START Records for processing
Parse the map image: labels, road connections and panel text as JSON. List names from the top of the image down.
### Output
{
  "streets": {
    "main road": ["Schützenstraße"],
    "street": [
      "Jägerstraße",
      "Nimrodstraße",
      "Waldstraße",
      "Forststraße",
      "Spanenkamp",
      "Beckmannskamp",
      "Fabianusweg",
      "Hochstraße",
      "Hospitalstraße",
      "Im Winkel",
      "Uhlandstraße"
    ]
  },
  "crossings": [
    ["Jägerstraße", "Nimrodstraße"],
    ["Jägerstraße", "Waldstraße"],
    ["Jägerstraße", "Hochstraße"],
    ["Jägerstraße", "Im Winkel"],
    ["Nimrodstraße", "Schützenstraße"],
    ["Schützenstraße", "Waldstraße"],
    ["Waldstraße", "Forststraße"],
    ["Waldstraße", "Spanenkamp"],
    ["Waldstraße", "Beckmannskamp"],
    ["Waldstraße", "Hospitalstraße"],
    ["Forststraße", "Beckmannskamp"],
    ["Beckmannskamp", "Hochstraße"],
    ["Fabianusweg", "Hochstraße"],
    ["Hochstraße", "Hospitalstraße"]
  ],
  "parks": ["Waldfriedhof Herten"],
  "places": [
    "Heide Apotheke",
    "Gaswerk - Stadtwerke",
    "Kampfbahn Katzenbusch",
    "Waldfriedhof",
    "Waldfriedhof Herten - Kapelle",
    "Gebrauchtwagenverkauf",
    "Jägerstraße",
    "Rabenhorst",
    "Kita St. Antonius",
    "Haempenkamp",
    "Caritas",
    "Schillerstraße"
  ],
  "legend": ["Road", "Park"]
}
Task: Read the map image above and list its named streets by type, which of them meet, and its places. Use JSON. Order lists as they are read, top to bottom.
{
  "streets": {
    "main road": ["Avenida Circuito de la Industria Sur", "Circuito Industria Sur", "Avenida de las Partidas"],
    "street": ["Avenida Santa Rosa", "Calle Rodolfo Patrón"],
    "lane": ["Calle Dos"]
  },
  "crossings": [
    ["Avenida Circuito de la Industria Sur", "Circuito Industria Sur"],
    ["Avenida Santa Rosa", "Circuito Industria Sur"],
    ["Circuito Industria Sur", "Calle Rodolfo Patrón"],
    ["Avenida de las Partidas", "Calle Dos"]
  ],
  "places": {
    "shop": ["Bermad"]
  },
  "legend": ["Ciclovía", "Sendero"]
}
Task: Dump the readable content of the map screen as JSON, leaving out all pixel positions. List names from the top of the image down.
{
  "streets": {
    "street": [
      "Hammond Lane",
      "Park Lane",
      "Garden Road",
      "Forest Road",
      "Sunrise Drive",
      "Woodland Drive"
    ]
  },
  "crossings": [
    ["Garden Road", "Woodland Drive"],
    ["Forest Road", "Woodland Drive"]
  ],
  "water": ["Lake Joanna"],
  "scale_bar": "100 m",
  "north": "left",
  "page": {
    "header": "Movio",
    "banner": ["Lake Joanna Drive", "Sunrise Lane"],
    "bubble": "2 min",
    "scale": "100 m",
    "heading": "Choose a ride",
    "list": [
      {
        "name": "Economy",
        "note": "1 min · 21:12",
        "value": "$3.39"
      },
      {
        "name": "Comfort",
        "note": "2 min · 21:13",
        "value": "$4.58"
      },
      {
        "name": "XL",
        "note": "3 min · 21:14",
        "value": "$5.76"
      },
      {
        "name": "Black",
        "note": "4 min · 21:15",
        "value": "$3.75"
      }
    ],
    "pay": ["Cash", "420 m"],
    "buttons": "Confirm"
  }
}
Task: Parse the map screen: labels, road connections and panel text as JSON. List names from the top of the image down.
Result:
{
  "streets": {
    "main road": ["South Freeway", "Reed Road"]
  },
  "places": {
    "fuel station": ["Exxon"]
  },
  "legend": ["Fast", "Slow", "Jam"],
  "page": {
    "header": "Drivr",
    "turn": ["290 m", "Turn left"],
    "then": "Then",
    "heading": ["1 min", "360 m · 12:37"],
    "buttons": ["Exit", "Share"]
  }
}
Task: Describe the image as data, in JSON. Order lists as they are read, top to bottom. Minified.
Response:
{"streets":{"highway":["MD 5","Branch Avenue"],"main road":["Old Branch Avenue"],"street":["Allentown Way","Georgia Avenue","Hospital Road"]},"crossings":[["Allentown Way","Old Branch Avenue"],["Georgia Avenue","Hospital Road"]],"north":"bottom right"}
END Records for processing
- Requirement
Each line, from the one that holds "Task: Describe the" through the last line of the entries, must be repeated exactly. Leave out everything else.

- Result of this exercise
Task: Describe the image as data, in JSON. Order lists as they are read, top to bottom. Minified.
Response:
{"streets":{"highway":["MD 5","Branch Avenue"],"main road":["Old Branch Avenue"],"street":["Allentown Way","Georgia Avenue","Hospital Road"]},"crossings":[["Allentown Way","Old Branch Avenue"],["Georgia Avenue","Hospital Road"]],"north":"bottom right"}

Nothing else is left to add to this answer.